-- PROBLEM TO WORK ON --
The reply should hold only the lines from the one with "Annotation task. Dump" through the end of the data, each given exactly.

EXTRACTED DATA: Begin

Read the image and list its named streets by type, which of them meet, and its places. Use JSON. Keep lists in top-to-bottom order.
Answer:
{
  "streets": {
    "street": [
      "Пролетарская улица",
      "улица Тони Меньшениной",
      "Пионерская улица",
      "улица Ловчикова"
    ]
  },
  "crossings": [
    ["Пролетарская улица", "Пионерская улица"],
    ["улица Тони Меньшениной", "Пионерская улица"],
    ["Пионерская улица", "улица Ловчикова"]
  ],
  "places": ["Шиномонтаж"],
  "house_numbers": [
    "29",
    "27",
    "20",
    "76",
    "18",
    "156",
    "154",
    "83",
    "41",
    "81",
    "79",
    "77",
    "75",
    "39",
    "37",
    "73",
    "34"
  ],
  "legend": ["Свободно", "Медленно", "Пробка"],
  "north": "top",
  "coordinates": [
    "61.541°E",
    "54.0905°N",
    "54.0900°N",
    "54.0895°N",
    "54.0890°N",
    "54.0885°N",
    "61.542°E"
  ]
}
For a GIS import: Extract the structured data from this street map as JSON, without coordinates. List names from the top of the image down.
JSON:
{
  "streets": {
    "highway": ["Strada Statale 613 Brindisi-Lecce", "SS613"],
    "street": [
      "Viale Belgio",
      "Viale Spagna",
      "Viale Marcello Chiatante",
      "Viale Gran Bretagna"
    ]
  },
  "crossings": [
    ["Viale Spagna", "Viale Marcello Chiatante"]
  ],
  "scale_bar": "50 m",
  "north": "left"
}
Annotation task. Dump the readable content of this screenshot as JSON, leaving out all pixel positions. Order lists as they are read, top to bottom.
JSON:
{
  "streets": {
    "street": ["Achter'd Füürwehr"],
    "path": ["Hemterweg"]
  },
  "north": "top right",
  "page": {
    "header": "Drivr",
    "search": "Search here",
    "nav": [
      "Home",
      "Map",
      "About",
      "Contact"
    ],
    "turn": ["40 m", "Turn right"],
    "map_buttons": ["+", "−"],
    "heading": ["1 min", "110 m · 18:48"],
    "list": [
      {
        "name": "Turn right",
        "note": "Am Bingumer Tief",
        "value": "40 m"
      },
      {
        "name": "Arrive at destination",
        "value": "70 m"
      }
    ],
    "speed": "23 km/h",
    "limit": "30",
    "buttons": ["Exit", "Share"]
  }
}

EXTRACTED DATA: End

-- TASK RESULT --
Annotation task. Dump the readable content of this screenshot as JSON, leaving out all pixel positions. Order lists as they are read, top to bottom.
JSON:
{
  "streets": {
    "street": ["Achter'd Füürwehr"],
    "path": ["Hemterweg"]
  },
  "north": "top right",
  "page": {
    "header": "Drivr",
    "search": "Search here",
    "nav": [
      "Home",
      "Map",
      "About",
      "Contact"
    ],
    "turn": ["40 m", "Turn right"],
    "map_buttons": ["+", "−"],
    "heading": ["1 min", "110 m · 18:48"],
    "list": [
      {
        "name": "Turn right",
        "note": "Am Bingumer Tief",
        "value": "40 m"
      },
      {
        "name": "Arrive at destination",
        "value": "70 m"
      }
    ],
    "speed": "23 km/h",
    "limit": "30",
    "buttons": ["Exit", "Share"]
  }
}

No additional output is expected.